Oscar Isaac on “A Most Violent Year”
Posted on January 3, 2015 at 3:11 pm
Oscar Isaac (“Inside Llewyn Davis”) is one of my favorite actors. In “A Most Violent Year” he plays an immigrant in 1981 New York trying to keep his very successful home heating oil business both legitimate and competitive in a world of rivals who are not as concerned with ethics and staying within the law as he is.
Meredith Alloway interviewed Isaac for Press Play, and his comments on creating the performance with writer/director J.C. Chandor are fascinating.
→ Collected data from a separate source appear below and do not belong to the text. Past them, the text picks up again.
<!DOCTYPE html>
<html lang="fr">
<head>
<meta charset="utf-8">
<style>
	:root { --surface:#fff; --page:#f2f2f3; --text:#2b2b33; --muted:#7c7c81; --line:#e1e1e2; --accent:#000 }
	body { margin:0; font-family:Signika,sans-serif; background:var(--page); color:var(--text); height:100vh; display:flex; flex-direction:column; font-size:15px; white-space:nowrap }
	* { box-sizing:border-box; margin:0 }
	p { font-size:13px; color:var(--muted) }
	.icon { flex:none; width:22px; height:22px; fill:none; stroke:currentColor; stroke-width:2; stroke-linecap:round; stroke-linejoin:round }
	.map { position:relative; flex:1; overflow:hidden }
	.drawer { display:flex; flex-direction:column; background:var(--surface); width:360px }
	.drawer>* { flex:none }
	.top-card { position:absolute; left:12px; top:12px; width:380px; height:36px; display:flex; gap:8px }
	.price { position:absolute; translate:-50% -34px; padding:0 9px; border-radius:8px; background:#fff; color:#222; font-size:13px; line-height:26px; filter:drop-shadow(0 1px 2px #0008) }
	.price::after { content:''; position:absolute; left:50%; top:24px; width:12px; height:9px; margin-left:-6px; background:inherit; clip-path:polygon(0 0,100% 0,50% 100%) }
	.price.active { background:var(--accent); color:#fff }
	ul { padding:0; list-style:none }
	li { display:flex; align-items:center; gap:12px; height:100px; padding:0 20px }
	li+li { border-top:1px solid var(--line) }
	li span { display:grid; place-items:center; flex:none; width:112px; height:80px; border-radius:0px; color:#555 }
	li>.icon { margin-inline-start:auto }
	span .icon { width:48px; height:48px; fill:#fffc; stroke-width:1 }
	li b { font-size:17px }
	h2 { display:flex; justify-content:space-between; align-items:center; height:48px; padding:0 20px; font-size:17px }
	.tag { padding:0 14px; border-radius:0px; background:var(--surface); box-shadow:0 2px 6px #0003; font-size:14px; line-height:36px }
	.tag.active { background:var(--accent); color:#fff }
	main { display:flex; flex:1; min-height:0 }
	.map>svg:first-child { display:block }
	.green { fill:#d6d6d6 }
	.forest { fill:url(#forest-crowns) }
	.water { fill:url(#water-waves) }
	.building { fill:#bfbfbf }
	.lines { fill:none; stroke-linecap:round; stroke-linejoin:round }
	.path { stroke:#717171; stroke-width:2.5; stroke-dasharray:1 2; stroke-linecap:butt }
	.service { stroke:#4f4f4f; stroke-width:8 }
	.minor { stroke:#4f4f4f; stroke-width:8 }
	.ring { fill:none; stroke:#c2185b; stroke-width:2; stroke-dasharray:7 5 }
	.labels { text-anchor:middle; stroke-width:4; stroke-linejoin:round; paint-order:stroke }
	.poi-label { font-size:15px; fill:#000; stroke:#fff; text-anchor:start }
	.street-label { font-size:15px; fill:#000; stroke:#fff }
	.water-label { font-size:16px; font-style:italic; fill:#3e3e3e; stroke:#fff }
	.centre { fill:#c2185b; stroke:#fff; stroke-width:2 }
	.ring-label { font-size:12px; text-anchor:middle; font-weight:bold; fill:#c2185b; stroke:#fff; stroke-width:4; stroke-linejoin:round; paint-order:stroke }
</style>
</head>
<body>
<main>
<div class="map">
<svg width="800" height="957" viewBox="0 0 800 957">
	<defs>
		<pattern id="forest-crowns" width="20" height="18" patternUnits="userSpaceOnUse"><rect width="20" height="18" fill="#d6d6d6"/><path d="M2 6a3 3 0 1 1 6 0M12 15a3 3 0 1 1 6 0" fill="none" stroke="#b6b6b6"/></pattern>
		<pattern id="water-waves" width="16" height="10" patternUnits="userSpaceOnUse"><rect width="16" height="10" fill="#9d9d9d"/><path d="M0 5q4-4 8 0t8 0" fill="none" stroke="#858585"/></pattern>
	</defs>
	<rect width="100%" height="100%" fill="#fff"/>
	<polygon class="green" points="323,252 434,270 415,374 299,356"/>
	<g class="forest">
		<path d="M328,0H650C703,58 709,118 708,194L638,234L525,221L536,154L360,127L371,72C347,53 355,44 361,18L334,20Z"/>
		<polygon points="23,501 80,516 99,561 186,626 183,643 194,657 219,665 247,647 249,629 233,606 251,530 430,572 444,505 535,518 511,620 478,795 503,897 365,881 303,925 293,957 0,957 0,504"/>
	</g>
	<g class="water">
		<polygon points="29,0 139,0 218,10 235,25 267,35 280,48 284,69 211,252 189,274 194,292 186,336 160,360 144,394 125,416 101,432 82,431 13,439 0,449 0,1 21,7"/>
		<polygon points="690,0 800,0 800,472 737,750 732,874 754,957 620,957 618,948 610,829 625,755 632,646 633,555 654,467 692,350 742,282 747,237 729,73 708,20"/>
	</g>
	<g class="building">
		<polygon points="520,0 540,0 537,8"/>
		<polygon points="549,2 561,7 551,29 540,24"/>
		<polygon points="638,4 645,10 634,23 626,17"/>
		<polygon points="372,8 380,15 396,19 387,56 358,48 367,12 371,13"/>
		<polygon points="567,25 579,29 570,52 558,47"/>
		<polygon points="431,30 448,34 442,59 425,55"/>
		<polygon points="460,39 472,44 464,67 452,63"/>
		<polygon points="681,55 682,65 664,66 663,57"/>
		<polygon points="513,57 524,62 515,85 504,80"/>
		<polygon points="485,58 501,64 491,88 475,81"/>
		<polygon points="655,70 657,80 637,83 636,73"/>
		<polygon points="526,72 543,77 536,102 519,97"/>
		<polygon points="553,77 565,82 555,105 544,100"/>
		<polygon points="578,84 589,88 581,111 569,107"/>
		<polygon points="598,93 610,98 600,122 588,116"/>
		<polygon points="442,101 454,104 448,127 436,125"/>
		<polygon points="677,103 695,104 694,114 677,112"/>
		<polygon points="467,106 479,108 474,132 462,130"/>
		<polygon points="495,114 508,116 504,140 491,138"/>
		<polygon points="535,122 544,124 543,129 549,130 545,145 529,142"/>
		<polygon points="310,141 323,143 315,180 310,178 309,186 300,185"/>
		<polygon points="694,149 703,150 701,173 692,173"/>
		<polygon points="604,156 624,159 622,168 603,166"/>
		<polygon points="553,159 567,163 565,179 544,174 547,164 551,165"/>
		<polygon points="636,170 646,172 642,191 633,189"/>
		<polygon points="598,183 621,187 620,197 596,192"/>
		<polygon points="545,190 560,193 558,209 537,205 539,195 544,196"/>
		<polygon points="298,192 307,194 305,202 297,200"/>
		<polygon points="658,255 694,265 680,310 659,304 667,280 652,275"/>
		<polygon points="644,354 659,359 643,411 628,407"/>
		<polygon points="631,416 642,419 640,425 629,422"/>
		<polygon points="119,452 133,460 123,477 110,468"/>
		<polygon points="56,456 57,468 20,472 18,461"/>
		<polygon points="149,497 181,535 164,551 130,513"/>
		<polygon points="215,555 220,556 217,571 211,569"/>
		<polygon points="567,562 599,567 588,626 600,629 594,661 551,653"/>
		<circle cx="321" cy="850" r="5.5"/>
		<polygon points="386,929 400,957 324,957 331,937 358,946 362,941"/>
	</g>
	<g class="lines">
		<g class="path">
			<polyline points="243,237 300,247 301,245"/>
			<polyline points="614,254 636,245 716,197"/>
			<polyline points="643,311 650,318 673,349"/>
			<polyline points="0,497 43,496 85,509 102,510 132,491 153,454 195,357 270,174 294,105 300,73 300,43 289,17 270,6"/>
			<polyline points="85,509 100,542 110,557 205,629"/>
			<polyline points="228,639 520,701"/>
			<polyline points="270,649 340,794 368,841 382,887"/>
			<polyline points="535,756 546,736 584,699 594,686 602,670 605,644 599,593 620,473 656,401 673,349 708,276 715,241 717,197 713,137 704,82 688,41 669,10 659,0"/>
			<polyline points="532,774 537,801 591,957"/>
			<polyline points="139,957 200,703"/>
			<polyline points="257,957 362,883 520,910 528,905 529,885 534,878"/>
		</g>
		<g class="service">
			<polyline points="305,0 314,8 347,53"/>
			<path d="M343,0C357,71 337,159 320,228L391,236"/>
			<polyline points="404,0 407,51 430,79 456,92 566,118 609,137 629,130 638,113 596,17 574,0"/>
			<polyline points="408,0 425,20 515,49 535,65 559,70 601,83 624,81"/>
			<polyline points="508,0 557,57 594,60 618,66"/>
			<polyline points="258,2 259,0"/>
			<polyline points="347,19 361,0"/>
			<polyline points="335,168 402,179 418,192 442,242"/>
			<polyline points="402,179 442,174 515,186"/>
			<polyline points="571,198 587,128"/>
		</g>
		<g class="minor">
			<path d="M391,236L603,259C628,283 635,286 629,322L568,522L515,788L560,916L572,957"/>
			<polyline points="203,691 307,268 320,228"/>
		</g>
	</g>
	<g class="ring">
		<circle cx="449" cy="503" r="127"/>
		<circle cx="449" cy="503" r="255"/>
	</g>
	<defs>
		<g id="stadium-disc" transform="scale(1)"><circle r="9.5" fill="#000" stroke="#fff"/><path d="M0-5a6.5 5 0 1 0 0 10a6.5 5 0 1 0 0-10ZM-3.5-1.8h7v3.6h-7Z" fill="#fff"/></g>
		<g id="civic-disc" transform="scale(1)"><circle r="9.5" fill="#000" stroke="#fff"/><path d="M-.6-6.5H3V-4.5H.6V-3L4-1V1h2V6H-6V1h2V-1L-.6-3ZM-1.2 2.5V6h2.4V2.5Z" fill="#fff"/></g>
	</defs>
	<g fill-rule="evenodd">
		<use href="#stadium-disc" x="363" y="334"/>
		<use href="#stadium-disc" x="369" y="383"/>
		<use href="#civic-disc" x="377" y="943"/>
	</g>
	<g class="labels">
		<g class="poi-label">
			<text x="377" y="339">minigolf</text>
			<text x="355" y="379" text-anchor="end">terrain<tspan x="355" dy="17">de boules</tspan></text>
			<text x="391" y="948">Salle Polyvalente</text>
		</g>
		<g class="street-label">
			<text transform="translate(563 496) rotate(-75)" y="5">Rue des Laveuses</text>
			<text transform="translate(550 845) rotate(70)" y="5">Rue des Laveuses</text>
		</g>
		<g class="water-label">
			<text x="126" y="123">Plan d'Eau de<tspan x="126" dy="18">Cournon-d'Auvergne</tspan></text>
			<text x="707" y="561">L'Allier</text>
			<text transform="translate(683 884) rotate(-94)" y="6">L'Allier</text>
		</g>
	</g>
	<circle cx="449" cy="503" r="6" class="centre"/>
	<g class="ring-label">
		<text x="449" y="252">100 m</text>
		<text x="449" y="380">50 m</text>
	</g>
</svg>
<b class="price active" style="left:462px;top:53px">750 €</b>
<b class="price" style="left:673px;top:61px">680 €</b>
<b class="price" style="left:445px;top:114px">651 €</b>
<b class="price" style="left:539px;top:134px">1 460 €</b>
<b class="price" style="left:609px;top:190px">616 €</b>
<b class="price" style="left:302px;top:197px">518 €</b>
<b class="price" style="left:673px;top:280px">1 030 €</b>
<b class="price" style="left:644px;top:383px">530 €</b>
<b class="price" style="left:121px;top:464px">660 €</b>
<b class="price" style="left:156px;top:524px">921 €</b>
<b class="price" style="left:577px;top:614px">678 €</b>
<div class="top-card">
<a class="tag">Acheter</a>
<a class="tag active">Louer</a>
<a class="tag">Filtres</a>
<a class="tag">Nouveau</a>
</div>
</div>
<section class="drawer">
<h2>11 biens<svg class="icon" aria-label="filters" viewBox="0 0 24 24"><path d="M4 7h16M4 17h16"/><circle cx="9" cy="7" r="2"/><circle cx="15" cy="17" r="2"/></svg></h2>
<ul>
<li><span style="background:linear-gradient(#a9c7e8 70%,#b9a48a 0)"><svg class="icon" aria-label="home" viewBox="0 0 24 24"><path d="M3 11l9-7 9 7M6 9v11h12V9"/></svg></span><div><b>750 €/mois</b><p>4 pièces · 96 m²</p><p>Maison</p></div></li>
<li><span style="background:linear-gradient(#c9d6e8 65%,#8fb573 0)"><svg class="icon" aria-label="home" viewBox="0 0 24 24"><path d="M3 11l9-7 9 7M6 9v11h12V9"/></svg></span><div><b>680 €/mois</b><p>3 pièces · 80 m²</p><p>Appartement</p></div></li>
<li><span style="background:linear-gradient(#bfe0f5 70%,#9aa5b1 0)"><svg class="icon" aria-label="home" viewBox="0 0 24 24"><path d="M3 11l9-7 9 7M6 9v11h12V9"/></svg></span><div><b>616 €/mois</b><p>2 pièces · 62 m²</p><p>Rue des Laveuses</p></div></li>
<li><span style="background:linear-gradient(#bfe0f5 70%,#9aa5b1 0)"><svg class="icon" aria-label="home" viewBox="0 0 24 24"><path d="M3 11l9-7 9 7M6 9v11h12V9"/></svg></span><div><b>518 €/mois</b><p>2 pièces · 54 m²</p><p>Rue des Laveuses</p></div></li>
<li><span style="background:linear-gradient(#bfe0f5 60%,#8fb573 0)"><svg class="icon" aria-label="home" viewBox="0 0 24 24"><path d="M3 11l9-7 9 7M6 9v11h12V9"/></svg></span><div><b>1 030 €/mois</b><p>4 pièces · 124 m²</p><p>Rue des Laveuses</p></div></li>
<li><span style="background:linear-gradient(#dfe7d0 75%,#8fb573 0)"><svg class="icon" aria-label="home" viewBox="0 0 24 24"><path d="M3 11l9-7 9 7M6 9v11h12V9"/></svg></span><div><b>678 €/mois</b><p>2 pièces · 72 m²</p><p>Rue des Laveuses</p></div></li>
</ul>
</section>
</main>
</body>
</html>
It was a very dense script. Obviously he’s very formal. He doesn’t use contractions. He speaks very formally. As an actor you have a choice, you’re like I want to make it more human and talk like I do. I chose to lean into the formality in a way almost like a memory of your grandfather. I would ask all these questions–“What’s he feeling here, what’s he going through?”–and he would say, “The hair’s going to be amazing.” And I’d be like, “What?” Then, “What’s going on inside…?” He’s like, “The suits, you got to take a look at the suits!” I would get so frustrated! I even wrote him, “I don’t care about suits. I don’t care about the hair! I need to know what’s going on inside!” And then at one point he said, “The suits are not about fashion, it’s a suit of armor.” Suddenly that hit me in a much different way. As an actor, that’s completely actable….This is war and this is his suit of armor. That influenced how I wore it. It wasn’t wearing a suit to look cool. It was wearing a suit because it was his armor and his way of defense against other people. Even the way he’d sit, come into a room. He wouldn’t really have angles. He always squared off at everyone.